PARSEC and 99% Fault Tolerance

Huh? everything you have said so far defines a unique machine as a vm with a unique IP. If IP is not important why am I not allowed more than one vault in the same group with the same IP?

That’s total nonsense for me because a vault doesn’t control the number of chunks it must store and it stores many of them.

If all the copies of a chunk are from the same host then this implies you own 8 vaults in the same section meaning you have the 1/3 blocking minority and probably also the 2/3 deciding majority of the section. This is a situation worse than the risk of loosing one chunk and everything done by the team is to prevent this situation.

This is what the currently network does. In fact this is the definition of a group: the 8 vaults storing a chunk.

4 Likes

I could set my vault to only have space for one chunk if it passes ‘proof of resource’ nothing is stopping me from playing the game of minimal vaults.

Thats the point, by running 8 vaults instead of 1 vault you have a ‘chance’ of holding all 8 copies of a chunk. However, its impossible for 1 vault to hold all 8 chunks :thinking:

Which must all be on different IPs (to hopefully mean the data is decenteralised), so VMs are still bad for the network.

1 Like

I’m saying that the IP address limit shouldn’t be the defining way of stopping lots of vaults on one physical host. I am saying that if having lots of vaults on one physical host makes sense for attackers, then it also makes sense for honest folk too. If everyone runs 100s of vaults on a box, then the advantage of the attacker doing the same doesn’t give them an advantage.

5 Likes

I’m saying everyone shouldn’t need to have the overhead of running 100 dockers on there local machine for it to be deemed more ‘useful’ to the network than the simple physical hardware itself. Which is the same for the attacker too. The physical machine is the equal resource provided by 100 dockers (actually more because you don’t have the overhead).

1 Like

Sure, but if 100 dockers get hit for files and the machine with 50 dockers responds more quickly, then the latter is going to earn the host more and will grow in reputation more quickly. There is a physical resource limit underlying the virtual vaults which is always going to be a limiting factor, more so as the network matures (in both users and features).

We have to embrace this. You can’t stop people disabling arbitrary code to prevent many vaults running on a single IP address. They could just as well be many physical boxes behind a proxy. It may result in some undesirable side affects and inefficiencies, but nature and humanity is full of such behaviours.
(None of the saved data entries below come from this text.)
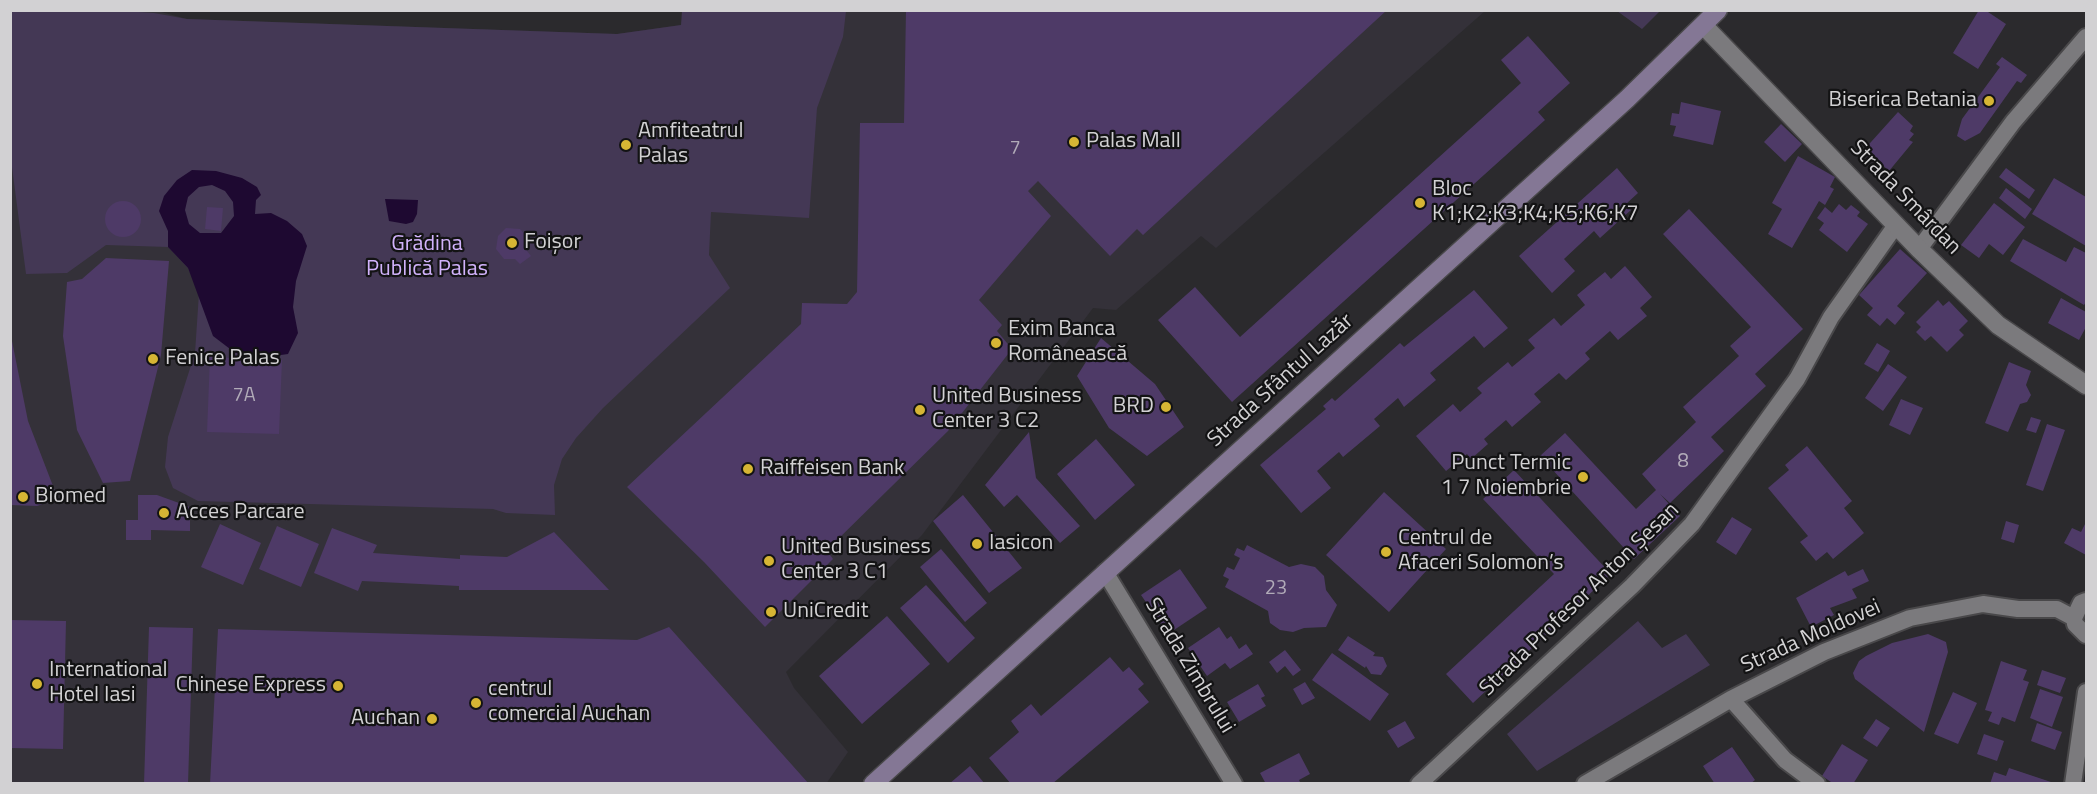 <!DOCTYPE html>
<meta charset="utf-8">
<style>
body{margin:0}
#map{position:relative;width:2097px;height:794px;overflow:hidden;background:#2b2a2d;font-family:"Titillium Web",sans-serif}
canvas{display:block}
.frame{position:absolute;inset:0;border:12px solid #d2d1d3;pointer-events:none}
</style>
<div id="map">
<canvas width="2097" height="794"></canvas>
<div class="frame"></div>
</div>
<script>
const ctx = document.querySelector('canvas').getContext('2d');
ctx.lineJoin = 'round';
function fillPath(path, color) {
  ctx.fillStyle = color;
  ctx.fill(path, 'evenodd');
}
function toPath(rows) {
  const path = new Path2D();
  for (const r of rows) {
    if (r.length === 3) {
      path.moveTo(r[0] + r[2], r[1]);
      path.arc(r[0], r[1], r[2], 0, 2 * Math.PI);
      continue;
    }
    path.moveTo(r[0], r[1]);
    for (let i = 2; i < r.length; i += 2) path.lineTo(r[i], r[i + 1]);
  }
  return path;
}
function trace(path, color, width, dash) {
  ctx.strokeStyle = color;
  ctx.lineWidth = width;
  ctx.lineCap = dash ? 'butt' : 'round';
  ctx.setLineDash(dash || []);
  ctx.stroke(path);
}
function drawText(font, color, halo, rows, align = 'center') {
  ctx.font = font + ' "Titillium Web",sans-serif';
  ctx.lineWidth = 4.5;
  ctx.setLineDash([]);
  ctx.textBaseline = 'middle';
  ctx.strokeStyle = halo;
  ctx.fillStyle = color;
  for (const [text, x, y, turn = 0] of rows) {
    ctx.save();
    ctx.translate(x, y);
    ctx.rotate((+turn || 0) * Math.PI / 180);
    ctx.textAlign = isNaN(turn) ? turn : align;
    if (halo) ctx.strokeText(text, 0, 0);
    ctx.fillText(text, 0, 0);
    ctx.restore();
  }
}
fillPath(toPath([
 [154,10,187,19,617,34,681,25,690,10,1485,11,1216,248,1201,236,1116,310,1093,308,922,535,786,672,794,688,848,752,826,784,11,783,10,11]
]), '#343139');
fillPath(toPath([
 [10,11,124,11,154,13,187,19,617,34,681,25,682,11,846,11,843,37,817,108,809,218,711,212,709,255,730,288,603,408,576,438,562,459,554,485,555,515,506,513,493,509,198,501,173,488,165,467,168,437,195,353,199,293,188,268,168,247,106,245,67,273,26,274,10,152],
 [1617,11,1660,11,1642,29],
 [1638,621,1662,648,1686,634,1710,665,1537,771,1507,734]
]), '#443855');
fillPath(toPath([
 [192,170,216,171,242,178,257,187,261,195,256,200,255,214,271,213,287,221,302,234,307,246,296,281,293,307,298,333,288,354,252,359,234,352,213,336,188,268,168,247,168,231,159,211,164,196,177,180],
 [212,185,225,191,233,202,234,216,221,233,200,233,189,224,185,210,188,197,199,187],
 [385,199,418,200,417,214,413,222,406,224,389,221]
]), '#1e0931');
fillPath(toPath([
 [906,10,1387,10,1143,235,1137,229,1110,256,1038,181,1028,191,1051,216,979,300,1002,325,997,331,1012,349,948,431,833,544,827,551,833,559,765,627,704,562,627,487,801,324,802,303,847,304,857,292,860,123,904,123],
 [1979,10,1985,10,2006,24,1978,69,1953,53],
 [1528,36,1570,83,1538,112,1545,120,1232,402,1158,320,1195,287,1240,337,1521,83,1501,60],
 [2002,57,2027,75,2021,83,2017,81,1980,133,1965,141,1957,136,1962,119,2000,67,1996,64],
 [1681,102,1721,111,1713,145,1673,136,1676,126,1670,125,1672,113,1679,114],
 [1898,112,1913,126,1910,131,1914,134,1909,140,1913,142,1889,171,1878,161,1875,164,1862,152],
 [1781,124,1802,144,1785,162,1764,142],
 [1798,156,1835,177,1830,187,1834,189,1825,205,1819,201,1792,248,1768,234,1782,209,1772,203],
 [1617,168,1638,193,1626,204,1631,210,1600,238,1594,231,1564,259,1575,271,1552,293,1519,256],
 [2006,168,2035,190,2029,199,1999,177],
 [2054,178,2086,197,2086,246,2032,214],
 [2006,188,2032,209,2025,219,1999,198],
 [123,219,18],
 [1994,203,2025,227,2003,255,1989,244,1979,258,1961,245],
 [1839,204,1846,210,1851,205,1860,212,1857,216,1868,224,1847,252,1819,230,1824,223,1817,218,1825,207,1832,213],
 [207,207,223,208,221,231,205,229],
 [1689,209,1803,329,1755,374,1766,386,1711,437,1724,451,1670,503,1660,494,1680,516,1634,559,1540,456,1565,433,1636,509,1656,490,1642,474,1696,422,1683,407,1739,356,1730,346,1751,327,1663,234],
 [506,228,520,229,528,238,527,251,531,256,520,264,515,259,504,259,496,249,498,236],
 [2023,239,2066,262,2074,247,2086,253,2086,302,2084,305,2010,261],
 [1900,249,1927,273,1897,306,1905,313,1895,325,1887,318,1880,326,1867,315,1873,308,1859,295],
 [106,258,169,261,161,355,130,481,103,483,77,430,63,336,67,282,82,279],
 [1625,266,1652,297,1640,308,1647,316,1618,340,1610,331,1585,353,1590,359,1566,380,1559,373,1534,394,1541,402,1512,427,1506,420,1484,439,1488,444,1471,459,1467,454,1446,471,1416,436,1453,404,1460,412,1482,393,1477,388,1508,362,1512,367,1535,348,1528,340,1554,318,1561,326,1585,305,1577,295,1605,272,1611,279],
 [1474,290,1508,328,1484,348,1474,336,1430,373,1436,380,1404,407,1398,398,1374,419,1380,426,1343,457,1339,452,1317,471,1331,488,1301,513,1260,465,1326,409,1323,406,1332,398,1335,401,1400,343,1404,347],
 [2061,298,2086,312,2086,327,2079,340,2048,323],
 [1938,300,1943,306,1949,301,1968,321,1959,330,1964,335,1947,352,1931,336,1925,341,1916,332,1921,327,1916,322],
 [10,331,28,421,58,499,37,506,10,505],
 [1101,338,1155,384,1184,427,1147,456,1109,428,1077,376],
 [1877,343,1890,351,1878,372,1864,364],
 [210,357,282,360,279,434,207,432],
 [2009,362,2031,371,2026,385,2031,395,2027,402,2020,404,2008,432,1985,423],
 [1888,364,1907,377,1883,411,1865,398],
 [1901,399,1923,408,1910,435,1889,425],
 [2031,417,2041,420,2036,433,2026,430],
 [2047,424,2065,430,2043,491,2026,485],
 [1029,432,1036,478,1080,526,1060,543,1017,495,1004,507,985,485],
 [1096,439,1135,485,1095,520,1057,474],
 [1807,446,1852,501,1844,508,1864,533,1833,559,1827,552,1816,561,1800,542,1808,536,1768,488,1789,470,1785,465],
 [1514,470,1611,574,1473,703,1446,674,1554,574,1483,499],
 [1384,492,1446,549,1389,612,1326,555],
 [138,495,157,495,190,507,190,531,151,530,151,540,126,540,126,520,138,520],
 [963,495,1022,568,989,593,933,521],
 [1732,517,1752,529,1736,555,1716,542],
 [2006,521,2019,525,2014,543,2001,539],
 [2086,522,2086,555,2064,543,2072,528,2081,532],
 [220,524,261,543,243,585,201,567],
 [277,526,319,544,301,587,259,569],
 [332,528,377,545,373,553,460,559,460,555,507,557,554,532,609,590,459,590,459,586,362,581,358,591,314,573],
 [1247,545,1289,567,1301,564,1315,567,1324,576,1326,590,1337,605,1326,627,1304,628,1293,632,1280,630,1270,623,1268,611,1225,587,1229,579,1223,576,1227,567,1234,570,1240,558,1234,555,1237,548,1244,551],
 [941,549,987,603,965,622,920,567],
 [1180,569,1207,608,1168,634,1141,595],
 [1863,569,1869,581,1852,589,1857,598,1830,608,1834,615,1811,627,1796,598,1845,571,1848,576],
 [926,585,975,638,948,663,900,608],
 [887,616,930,664,862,724,819,676],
 [10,620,66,621,63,749,10,748],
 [149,627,193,628,188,784,144,784],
 [669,627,809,784,210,784,218,629,637,640],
 [1219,627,1227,639,1231,636,1239,649,1246,644,1253,654,1230,669,1225,663,1207,676,1188,648],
 [1928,634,1946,642,1948,652,1924,732,1855,679,1853,673,1859,661,1866,656,1892,643],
 [1348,636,1375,653,1373,656,1383,657,1387,666,1381,675,1371,674,1366,666,1365,668,1338,650],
 [1285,650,1301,670,1293,676,1285,666,1277,673,1269,662],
 [1332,653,1389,694,1370,721,1312,680],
 [1110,657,1123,672,1129,667,1144,684,1138,689,1149,702,1052,784,1011,784,989,758,1019,732,1011,721,1031,704,1041,716],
 [2001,661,2027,670,2023,680,2029,682,2015,722,2002,717,1999,725,1988,721,1992,712,1985,710],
 [2042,670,2066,678,2060,693,2037,685],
 [1305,682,1315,698,1302,705,1293,689],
 [1258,684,1265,696,1261,698,1266,706,1239,722,1227,702],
 [2040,689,2063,697,2052,727,2030,718],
 [1953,692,1977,703,1958,744,1934,734],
 [1876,719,1890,728,1877,747,1863,738],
 [1405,721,1415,738,1398,748,1387,731],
 [2037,723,2062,732,2055,750,2031,741],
 [1984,734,2004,741,1997,761,1977,754],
 [1842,744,1868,760,1853,784,1834,784,1822,776],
 [1732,747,1755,780,1750,784,1715,784,1703,766],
 [1299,753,1310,774,1299,780,1301,784,1266,784,1260,773],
 [970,766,985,784,949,784],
 [2009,768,2054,783,2054,784,1990,784,1994,772,2006,776]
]), '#4e3a67');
const minor = toPath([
 [1919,249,2013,122,2086,37],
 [1105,572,1234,784],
 [2086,601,2081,603,2074,618,2075,624,2086,635],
 [1731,699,1785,760,1817,784],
 [1419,784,1632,586,1692,524,1797,379,1831,317,1896,225],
 [1585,784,1731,699,1824,652,1910,618,1983,604,2018,609,2057,609,2074,618],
 [2073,784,2086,692]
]);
const tertiary = toPath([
 [1704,26,1919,249,1998,325,2086,385]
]);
const secondary = toPath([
 [873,784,1627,99,1718,10]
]);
trace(minor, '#49484a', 20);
trace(tertiary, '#49484a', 21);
trace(secondary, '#49484a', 21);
trace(minor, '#7b7a7d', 16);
trace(tertiary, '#7b7a7d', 18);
trace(secondary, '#847795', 18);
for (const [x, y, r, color] of [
 [1989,101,6,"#d6b534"],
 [1074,142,6,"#d6b534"],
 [626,145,6,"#d6b534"],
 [1420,203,6,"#d6b534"],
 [512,243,6,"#d6b534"],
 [996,343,6,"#d6b534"],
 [153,359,6,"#d6b534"],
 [1166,407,6,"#d6b534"],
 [920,410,6,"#d6b534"],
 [748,469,6,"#d6b534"],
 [1583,477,6,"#d6b534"],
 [23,497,6,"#d6b534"],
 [164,513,6,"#d6b534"],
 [977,544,6,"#d6b534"],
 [1386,552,6,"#d6b534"],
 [769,561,6,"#d6b534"],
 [771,612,6,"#d6b534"],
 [37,684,6,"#d6b534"],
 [338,686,6,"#d6b534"],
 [476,703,6,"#d6b534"],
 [432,719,6,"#d6b534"]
]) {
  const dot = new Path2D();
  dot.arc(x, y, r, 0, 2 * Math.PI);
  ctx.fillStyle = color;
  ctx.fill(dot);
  trace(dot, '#131314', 2);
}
drawText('20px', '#b1abb8', null, [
 ["7",1015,149],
 ["7A",244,396],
 ["8",1683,462],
 ["23",1276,589]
]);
drawText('22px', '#d2d1d3', '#131314', [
 ["Biserica Betania",1977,101,"right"],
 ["Amfiteatrul",638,132],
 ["Palas",638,157],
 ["Palas Mall",1086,142],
 ["Bloc",1432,190],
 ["K1;K2;K3;K4;K5;K6;K7",1432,215],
 ["Foișor",524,243],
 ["Exim Banca",1008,330],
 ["Românească",1008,355],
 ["Fenice Palas",165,359],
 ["United Business",932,397],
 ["Center 3 C2",932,422],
 ["BRD",1154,407,"right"],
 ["Punct Termic",1571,464,"right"],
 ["1 7 Noiembrie",1571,489,"right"],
 ["Raiffeisen Bank",760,469],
 ["Biomed",35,497],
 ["Acces Parcare",176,513],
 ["Centrul de",1398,539],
 ["Afaceri Solomon’s",1398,564],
 ["Iasicon",989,544],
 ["United Business",781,548],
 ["Center 3 C1",781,573],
 ["UniCredit",783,612],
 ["International",49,671],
 ["Hotel Iasi",49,696],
 ["Chinese Express",326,686,"right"],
 ["centrul",488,690],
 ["comercial Auchan",488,715],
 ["Auchan",420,719,"right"]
], 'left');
drawText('22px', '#d2d1d3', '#131314', [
 ["Strada Smârdan",1905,198,46],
 ["Strada Sfântul Lazăr",1281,381,-42],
 ["Strada Profesor Anton Șesan",1580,600,-44],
 ["Strada Moldovei",1811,637,-24],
 ["Strada Zimbrului",1189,666,59]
]);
drawText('22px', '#d2b3fc', '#131314', [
 ["Grădina",427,245],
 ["Publică Palas",427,270]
]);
</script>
I am sure the software will mature to reward more efficient and useful behaviour over time. I think what we have is a pretty good foundation though.

7 Likes

The latency of a more utilised machine will obviously be high for the chucks it cannot serve in a timely fashion because it’s serving something else. But more vaults will always mean a higher chance of being first because you have more data for the network to request. And if the network favours a different IP for every chunk, then having lots of tiny vaults on one physical machine and a massive IP block is the most cost effect way to run a farm. In my opinion also the most damaging to the network, because the more VMs (chunks) it’s running the more likely it has all 8 copies. Also you’ll always be first if you hold all 8 chunks.

1 Like

If you segment the world into 8 sections, use ping latency during ‘proof of resource’ testing when the node joins. You can assign the node to one of 8 sections. Nodes in one section can only hold one copy of a chunk. Now VMs won’t have an advantage or cause any damage to the network.

1 Like

You’re still really making this scenario sound easier than it actually is. I could buy 100, or even 1000 lottery tickets and technically then I have a greater “chance” of winning – it doesn’t change the fact that the actual probability is still near absolute zero, though, and that the money I spent buying 1000 tickets was a waste and could have been better spent elsewhere.

The same principle will apply to vaults and network sections.

4 Likes

I’m curious, would you use that same argument if you had ever won the lottery?
Someone wins the lottery every week, and the current way vaults are set up for rewards everyone who try’s to earn the most safe coin, is playing ‘a reverse lottery’ with peoples data even if they don’t realise it. It may rollover for a few weeks, but the moment a large public data set loses a chuck and it corrupts, all those safe coin they earnt will be worthless as the reputation of this network plummets to zero.

Maybe David does not agree with my arguments, but does not make him right, genius people make mistakes all the time. I’m simply challenging the creators of this network to make them double check they didn’t miss anything. It’s easy to get complacent when there is no product in the wild. You can add 1000 security features but it only takes 1 oversight in production for maidsafe reputation to be damaged forever.

3 Likes

That’s his way of saying: yes, statistically minimal chance for any individual, but as the number of individuals grows, the occurrence is bound to be more frequent.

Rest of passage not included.